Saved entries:
-----

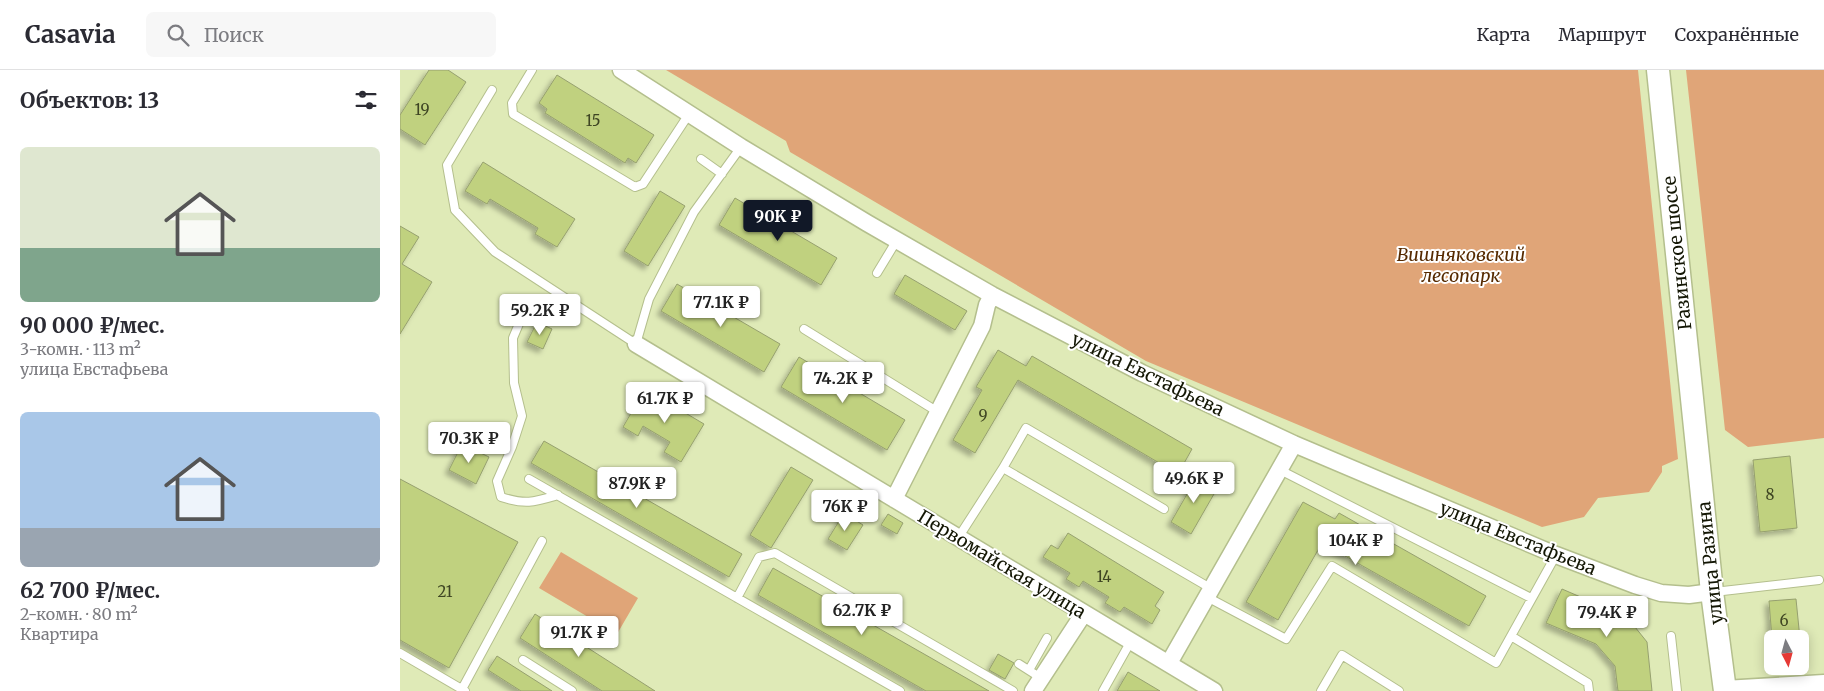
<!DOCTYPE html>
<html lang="ru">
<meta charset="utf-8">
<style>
:root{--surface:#fff;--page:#f7f7f7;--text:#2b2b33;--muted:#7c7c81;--line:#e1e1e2;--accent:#111827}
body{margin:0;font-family:Merriweather,serif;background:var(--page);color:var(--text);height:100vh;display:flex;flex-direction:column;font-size:19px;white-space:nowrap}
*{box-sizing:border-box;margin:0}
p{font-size:16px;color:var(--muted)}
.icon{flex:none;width:28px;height:28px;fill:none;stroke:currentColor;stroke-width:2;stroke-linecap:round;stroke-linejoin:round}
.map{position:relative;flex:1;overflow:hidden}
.side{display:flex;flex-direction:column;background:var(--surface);width:400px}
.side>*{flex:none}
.needle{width:32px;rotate:174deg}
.tools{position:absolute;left:1364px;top:560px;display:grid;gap:10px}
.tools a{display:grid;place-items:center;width:45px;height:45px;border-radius:8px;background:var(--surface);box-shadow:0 2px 12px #0003;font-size:25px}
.price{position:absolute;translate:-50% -42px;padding:0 11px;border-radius:5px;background:#fff;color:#222;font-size:16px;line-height:32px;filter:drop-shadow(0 1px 2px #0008)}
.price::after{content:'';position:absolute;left:50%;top:30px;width:15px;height:11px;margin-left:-8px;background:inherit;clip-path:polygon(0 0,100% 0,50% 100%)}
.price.current{background:var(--accent);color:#fff}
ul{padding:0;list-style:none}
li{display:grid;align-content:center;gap:10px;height:265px;padding:0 20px}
li span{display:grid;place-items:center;height:155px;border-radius:8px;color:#555}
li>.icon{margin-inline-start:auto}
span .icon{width:90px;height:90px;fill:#fffc;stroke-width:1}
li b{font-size:21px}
h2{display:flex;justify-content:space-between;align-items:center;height:60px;padding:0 20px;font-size:21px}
header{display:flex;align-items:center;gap:30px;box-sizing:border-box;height:70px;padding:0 25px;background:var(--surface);border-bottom:1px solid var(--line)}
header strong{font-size:24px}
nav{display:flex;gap:28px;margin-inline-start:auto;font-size:18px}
.search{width:350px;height:45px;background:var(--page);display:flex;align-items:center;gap:12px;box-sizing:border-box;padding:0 18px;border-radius:8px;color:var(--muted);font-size:19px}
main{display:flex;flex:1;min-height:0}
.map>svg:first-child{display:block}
</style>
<header>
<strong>Casavia</strong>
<div class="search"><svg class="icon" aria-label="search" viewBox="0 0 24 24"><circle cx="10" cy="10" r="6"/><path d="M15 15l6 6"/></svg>Поиск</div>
<nav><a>Карта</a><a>Маршрут</a><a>Сохранённые</a></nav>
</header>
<main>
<section class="side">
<h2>Объектов: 13<svg class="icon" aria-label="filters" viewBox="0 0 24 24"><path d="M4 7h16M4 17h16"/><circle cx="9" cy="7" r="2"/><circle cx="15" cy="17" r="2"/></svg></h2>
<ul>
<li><span style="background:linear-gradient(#dfe7d0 65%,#7fa58c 0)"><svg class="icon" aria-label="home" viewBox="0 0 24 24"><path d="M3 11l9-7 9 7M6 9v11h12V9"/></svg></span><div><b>90 000 ₽/мес.</b><p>3-комн. · 113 m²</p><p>улица Евстафьева</p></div></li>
<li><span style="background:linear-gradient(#a9c7e8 75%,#9aa5b1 0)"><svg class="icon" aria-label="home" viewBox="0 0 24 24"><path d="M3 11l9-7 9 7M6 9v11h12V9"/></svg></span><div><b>62 700 ₽/мес.</b><p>2-комн. · 80 m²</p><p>Квартира</p></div></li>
</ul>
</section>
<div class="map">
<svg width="1424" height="621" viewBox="0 0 1424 621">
<defs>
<filter id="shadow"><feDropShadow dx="-4" dy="4" stdDeviation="2.5" flood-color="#0004"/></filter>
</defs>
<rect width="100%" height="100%" fill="#dfeab7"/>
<path fill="#e0a578" d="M 266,0 L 1238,0 L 1278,389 L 1262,396 L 1262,402 L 1249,422 L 1198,428 L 1184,447 L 1142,457 L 746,291 L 390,82 L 386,71 Z
M 1286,0 L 1424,0 L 1424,368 L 1348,377 L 1325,360 Z
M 161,482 L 238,528 L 217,564 L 139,518 Z"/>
<path fill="#c0d17f" stroke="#96a06f" filter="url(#shadow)" d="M 29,0 L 48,0 L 66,12 L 25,75 L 0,59 L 0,45 Z
M 157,5 L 254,65 L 236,93 L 228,88 L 225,93 L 145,43 L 147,39 L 139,33 Z
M 83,92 L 175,149 L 157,177 L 135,164 L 138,158 L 90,129 L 87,134 L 65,121 Z
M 260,121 L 285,136 L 248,196 L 224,181 Z
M 335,128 L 437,188 L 421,215 L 319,155 Z
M 0,156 L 19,167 L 2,194 L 32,212 L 0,264 Z
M 505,205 L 567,241 L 555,260 L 494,224 Z
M 277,214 L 380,274 L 364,302 L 261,241 Z
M 137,252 L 152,259 L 143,279 L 127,272 Z
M 598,280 L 626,296 L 632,286 L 792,379 L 778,404 L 618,310 L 575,383 L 553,370 L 582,320 L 576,317 Z
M 399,287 L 505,350 L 487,380 L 381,317 Z
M 245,319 L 304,354 L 281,392 L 264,382 L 270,372 L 243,356 L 238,366 L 223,357 Z
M 144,371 L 342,484 L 329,507 L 131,393 Z
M 62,374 L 89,387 L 76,414 L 49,400 Z
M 1390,386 L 1397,458 L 1360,462 L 1353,390 Z
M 391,397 L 413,410 L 371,478 L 350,465 Z
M 798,405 L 818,417 L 791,464 L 771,452 Z
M 0,409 L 118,472 L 49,598 L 0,570 Z
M 903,432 L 935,449 L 939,443 L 1086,526 L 1069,556 L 922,473 L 878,550 L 846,532 Z
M 444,443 L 463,455 L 447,480 L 428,469 Z
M 488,444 L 503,453 L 497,464 L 481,455 Z
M 668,463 L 764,522 L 755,536 L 760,540 L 752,554 L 724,537 L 720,542 L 705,533 L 709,527 L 683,511 L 679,517 L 666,509 L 670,503 L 643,487 L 651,475 L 658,479 Z
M 373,498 L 589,621 L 526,621 L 358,525 Z
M 1162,519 L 1227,547 L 1247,572 L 1252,621 L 1218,621 L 1215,596 L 1196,574 L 1146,553 Z
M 1396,529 L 1400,569 L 1372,569 L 1369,531 Z
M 135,544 L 255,621 L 202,621 L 120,568 Z
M 598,584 L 614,593 L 605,609 L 589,600 Z
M 97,586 L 152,621 L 121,621 L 88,600 Z
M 728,602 L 760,621 L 717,621 Z"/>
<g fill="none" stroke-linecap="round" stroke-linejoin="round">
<defs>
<path id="service" d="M 132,0 L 112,33 L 113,44 L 235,117 L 243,114 L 289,44
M 92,20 L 47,95 L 55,140 L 95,182 L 170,231
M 301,89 L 322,104
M 477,203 L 497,170
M 404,259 L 538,342
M 603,398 L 626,358 L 764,439
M 880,400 L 1131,528
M 129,409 L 500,621
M 158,425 C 134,432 126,435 101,427 L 97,411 L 112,377 L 122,346 L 114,313 L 113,268 L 121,249 L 138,233 L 170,231 L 236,274 L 249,229 L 294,142 L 341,77
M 558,468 L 603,398 L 812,519
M 1314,522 L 1419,510
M 807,527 L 886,569 L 932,496 L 1096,593 L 1156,485
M 337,528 L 359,487 L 375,483 L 613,621
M 1111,566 L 1188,613 L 1189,621
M 1271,566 L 1277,621
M 0,583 L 65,621
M 123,590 L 172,621
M 619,594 L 641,608
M 629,600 L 647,568
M 61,621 L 142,471
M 703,621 L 731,571
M 921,621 L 942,585 L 999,621"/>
<path id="minor" d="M 221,0 L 341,77 L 467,153 L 592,225 L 742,303 L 894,374 L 1156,485 L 1235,515 L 1261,523 L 1289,525 L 1312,522
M 236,274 L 814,621
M 494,429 L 582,256 L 587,235 L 592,225
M 769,593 L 894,374
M 1324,619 L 1424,613
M 633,621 L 684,543"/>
<path id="secondary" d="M 1258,0 L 1312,522 L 1325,621"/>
</defs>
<use href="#service" stroke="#b4bf8d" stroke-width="10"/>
<use href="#minor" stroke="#b4bf8d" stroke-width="19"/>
<use href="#secondary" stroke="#b4bf8d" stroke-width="25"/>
<use href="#service" stroke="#fff" stroke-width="8"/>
<use href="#minor" stroke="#fff" stroke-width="16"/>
<use href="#secondary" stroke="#fff" stroke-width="22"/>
</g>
<g text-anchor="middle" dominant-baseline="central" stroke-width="4" stroke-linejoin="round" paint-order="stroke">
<g font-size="15" fill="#3e4523">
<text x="22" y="39">19</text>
<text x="193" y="50">15</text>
<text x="583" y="345">9</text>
<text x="1370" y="424">8</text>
<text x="704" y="506">14</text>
<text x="45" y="521">21</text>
<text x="1384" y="550">6</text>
</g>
<g font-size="18" fill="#131604" stroke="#fff">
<text transform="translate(1277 183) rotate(-96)">Разинское шоссе</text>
<text transform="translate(748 304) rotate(26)">улица Евстафьева</text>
<text transform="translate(1118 468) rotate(22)">улица Евстафьева</text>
<text transform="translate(1310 493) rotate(-96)">улица Разина</text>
<text transform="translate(602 494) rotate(31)">Первомайская улица</text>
</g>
<g font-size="18" font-style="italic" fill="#562a00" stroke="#fff">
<text x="1061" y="184">Вишняковский<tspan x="1061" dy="21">лесопарк</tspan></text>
</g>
</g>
</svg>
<div class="tools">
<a><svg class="needle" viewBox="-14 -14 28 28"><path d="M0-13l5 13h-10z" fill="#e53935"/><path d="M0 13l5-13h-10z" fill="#7c7c81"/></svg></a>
</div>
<b class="price current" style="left:378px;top:172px">90K ₽</b>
<b class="price" style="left:321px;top:258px">77.1K ₽</b>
<b class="price" style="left:140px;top:266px">59.2K ₽</b>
<b class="price" style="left:443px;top:334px">74.2K ₽</b>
<b class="price" style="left:265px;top:354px">61.7K ₽</b>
<b class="price" style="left:69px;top:394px">70.3K ₽</b>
<b class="price" style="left:794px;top:434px">49.6K ₽</b>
<b class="price" style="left:237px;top:439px">87.9K ₽</b>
<b class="price" style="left:445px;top:462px">76K ₽</b>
<b class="price" style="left:956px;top:496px">104K ₽</b>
<b class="price" style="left:462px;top:566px">62.7K ₽</b>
<b class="price" style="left:1207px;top:568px">79.4K ₽</b>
<b class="price" style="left:179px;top:588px">91.7K ₽</b>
</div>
</main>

-----

[WHAT NEEDS TO BE DONE] Where a line in the data contains the string "absolute", add it to your count, and give only the final number.

[THE COMPLETED TASK] 3